Furthering the agency’s stated intention to pay for value over volume, the Centers for Medicare & Medicaid Services (CMS) recently issued a proposed rule representing the first expansion of mandatory hospital-centric bundled payment models to non-elective procedures and for a patient population with a large proportion of chronic conditions. It is apparent that CMS views bundled payments as a reimbursement paradigm of the future to promote better care coordination and improved patient outcomes, while also reducing costs for the overall Medicare program. Some 30 percent of Medicare payments already flow through alternative payment models, and when finalized this Rule will move CMS closer to its stated goal of achieving 50 percent by 2018.

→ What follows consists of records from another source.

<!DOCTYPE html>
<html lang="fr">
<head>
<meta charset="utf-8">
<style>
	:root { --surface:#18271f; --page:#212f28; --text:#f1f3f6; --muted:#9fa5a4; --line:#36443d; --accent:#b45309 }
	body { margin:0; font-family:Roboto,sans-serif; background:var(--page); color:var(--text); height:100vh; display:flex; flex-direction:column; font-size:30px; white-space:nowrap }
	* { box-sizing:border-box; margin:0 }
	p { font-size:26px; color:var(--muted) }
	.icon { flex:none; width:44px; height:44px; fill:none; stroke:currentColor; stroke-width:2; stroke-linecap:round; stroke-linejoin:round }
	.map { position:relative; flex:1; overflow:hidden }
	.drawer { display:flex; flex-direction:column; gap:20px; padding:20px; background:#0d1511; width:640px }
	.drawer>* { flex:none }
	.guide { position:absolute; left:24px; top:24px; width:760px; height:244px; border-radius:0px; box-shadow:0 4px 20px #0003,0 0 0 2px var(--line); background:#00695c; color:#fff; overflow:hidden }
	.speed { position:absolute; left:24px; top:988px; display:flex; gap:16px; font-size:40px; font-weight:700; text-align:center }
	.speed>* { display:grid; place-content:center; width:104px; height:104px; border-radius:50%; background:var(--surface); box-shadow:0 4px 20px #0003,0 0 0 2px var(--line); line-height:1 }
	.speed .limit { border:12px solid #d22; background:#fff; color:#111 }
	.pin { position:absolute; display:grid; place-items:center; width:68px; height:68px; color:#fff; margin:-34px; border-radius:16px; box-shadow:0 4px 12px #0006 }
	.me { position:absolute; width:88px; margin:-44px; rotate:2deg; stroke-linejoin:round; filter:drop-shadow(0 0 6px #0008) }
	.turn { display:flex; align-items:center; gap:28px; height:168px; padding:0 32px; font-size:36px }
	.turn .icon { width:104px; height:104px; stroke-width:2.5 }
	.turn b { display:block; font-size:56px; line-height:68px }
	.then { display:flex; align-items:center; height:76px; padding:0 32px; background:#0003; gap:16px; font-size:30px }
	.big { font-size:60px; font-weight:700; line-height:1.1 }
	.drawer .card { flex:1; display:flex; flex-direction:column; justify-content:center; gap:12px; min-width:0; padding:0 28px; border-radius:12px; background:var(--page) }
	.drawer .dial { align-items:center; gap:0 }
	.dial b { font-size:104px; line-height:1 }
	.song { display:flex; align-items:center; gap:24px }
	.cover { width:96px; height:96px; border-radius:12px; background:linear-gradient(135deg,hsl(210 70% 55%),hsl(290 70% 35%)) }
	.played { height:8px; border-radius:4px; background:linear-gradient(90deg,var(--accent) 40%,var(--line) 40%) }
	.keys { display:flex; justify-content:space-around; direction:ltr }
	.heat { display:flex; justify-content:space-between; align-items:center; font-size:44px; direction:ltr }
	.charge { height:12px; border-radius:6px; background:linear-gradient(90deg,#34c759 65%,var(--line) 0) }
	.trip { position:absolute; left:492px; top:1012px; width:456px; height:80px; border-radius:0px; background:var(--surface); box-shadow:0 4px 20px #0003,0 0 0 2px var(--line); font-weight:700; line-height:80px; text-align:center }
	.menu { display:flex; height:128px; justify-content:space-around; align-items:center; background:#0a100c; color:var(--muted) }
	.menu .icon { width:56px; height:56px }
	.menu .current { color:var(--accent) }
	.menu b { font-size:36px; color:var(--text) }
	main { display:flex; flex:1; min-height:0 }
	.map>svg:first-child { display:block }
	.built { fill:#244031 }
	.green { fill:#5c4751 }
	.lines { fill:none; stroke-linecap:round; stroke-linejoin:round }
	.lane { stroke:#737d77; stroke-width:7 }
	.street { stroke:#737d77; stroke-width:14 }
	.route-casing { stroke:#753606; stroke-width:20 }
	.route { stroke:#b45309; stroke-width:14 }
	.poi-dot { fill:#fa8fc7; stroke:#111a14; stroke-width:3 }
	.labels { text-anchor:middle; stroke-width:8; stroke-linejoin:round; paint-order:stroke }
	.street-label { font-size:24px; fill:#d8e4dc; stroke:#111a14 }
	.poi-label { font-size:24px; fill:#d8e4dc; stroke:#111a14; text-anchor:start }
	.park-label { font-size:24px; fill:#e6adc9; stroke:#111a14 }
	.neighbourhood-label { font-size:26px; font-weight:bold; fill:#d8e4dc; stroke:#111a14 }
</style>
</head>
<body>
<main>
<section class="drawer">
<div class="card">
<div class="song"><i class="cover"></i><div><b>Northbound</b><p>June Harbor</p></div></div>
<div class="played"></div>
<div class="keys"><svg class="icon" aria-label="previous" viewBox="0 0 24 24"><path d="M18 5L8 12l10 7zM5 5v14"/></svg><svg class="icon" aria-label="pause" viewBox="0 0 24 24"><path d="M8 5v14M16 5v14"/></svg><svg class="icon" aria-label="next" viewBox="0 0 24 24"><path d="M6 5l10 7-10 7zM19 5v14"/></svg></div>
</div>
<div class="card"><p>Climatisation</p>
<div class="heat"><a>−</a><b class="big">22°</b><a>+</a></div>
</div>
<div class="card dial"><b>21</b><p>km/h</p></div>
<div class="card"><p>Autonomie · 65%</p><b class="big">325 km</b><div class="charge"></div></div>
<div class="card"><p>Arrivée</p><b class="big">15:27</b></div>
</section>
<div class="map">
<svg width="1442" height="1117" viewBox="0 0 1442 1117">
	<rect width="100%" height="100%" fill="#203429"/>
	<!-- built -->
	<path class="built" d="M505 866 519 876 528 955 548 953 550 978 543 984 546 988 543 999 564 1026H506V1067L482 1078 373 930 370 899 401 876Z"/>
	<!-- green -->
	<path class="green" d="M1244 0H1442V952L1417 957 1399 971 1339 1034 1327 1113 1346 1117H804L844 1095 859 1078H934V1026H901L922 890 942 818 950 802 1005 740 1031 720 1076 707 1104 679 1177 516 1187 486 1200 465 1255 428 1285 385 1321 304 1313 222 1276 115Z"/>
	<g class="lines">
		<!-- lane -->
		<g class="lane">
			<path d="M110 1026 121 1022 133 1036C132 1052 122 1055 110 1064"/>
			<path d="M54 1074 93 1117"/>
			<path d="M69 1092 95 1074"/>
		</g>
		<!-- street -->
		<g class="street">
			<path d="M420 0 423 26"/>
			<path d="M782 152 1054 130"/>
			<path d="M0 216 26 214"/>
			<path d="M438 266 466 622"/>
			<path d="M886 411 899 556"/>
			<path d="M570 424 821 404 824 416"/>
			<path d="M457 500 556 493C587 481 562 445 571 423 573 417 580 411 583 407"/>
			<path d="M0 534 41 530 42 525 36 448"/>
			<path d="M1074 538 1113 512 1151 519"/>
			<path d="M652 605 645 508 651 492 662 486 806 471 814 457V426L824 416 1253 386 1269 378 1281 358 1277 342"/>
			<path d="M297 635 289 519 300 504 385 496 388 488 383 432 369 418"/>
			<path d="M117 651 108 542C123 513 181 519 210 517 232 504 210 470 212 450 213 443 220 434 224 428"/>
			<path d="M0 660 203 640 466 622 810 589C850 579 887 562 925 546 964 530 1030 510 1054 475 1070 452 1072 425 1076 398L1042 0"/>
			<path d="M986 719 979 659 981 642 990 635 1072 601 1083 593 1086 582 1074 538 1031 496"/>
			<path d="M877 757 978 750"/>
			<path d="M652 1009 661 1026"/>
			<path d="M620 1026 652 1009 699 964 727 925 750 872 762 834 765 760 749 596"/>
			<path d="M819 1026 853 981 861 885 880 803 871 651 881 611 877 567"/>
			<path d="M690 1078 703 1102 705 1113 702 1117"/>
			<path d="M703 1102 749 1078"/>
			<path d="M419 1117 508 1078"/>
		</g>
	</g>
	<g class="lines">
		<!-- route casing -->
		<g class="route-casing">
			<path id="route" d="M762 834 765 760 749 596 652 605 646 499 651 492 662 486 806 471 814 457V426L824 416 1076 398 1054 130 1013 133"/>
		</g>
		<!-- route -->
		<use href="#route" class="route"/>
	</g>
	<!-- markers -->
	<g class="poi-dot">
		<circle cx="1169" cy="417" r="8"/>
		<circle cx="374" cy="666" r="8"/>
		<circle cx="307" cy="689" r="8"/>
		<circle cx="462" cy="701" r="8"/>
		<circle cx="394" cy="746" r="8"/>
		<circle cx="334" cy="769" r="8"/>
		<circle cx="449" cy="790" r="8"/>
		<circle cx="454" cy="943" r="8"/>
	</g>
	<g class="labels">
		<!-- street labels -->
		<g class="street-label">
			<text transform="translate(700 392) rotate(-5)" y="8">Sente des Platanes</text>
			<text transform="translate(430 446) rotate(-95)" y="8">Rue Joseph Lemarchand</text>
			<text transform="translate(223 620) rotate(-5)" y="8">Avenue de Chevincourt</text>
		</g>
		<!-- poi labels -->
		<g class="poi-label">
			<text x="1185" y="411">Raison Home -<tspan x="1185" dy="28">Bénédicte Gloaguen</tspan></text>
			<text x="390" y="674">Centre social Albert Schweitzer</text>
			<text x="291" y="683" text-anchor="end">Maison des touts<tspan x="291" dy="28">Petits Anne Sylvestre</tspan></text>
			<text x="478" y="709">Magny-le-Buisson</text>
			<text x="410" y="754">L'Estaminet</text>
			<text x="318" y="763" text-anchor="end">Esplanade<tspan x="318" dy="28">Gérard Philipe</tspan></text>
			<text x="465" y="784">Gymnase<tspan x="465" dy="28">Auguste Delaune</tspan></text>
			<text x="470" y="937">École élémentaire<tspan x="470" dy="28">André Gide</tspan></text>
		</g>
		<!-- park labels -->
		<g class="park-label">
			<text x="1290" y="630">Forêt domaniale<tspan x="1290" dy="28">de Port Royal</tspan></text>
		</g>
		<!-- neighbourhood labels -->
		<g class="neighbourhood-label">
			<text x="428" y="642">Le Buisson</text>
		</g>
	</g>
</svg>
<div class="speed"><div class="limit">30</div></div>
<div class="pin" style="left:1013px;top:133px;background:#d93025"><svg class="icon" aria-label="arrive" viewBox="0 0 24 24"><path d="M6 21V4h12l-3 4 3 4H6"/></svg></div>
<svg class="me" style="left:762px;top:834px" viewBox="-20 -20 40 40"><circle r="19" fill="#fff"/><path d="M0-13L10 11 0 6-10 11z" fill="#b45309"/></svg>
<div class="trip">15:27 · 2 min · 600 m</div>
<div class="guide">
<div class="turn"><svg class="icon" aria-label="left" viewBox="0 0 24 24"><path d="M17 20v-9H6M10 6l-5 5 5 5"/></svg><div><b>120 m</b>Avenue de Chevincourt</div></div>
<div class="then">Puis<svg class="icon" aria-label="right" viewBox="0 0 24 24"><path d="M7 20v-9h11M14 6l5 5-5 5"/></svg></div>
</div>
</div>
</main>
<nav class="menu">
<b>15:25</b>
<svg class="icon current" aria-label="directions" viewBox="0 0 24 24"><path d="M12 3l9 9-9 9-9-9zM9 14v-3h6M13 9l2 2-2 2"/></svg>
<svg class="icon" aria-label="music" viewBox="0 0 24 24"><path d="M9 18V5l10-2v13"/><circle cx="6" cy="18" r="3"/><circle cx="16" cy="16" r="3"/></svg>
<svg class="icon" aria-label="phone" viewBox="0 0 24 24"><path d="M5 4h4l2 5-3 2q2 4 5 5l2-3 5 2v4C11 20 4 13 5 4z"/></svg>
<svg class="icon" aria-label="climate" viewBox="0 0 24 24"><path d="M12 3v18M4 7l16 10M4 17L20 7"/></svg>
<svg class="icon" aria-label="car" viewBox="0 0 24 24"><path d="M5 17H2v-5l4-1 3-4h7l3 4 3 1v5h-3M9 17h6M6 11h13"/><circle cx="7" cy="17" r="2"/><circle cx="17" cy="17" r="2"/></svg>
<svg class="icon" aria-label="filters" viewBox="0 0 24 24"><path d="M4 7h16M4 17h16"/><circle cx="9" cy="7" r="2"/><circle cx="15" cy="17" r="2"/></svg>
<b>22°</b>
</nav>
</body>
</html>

The proposed rule, issued on July 25, contains three new components and also expands and revises certain aspects of the Comprehensive Care for Joint Replacement (CJR) payment model which began April 1. Major elements of the proposal include:
- A new retrospective bundled payment model for cardiac care (Cardiac Model), including acute myocardial infarction (AMI) and coronary artery bypass graft (CABG), in 98 randomly selected metropolitan statistical areas (MSAs) which will be named in the final rule;
- A new incentive payment model (Cardiac Incentives) to encourage increased use of cardiac rehabilitation in 90 MSAs (45 of which will be the same as those selected for the Cardiac Model);
- Proposed pathways for physicians participating in various CMS bundled payment models to qualify for payment incentives under the Quality Payment Program implementing the Medicare Access and CHIP Reauthorization Act (MACRA); and
- Expansion of the CJR payment model, now applicable in 67 CJR MSAs, to include episodes for hip and femur fractures that do not require a lower extremity joint replacement already covered under CJR (SHFFT).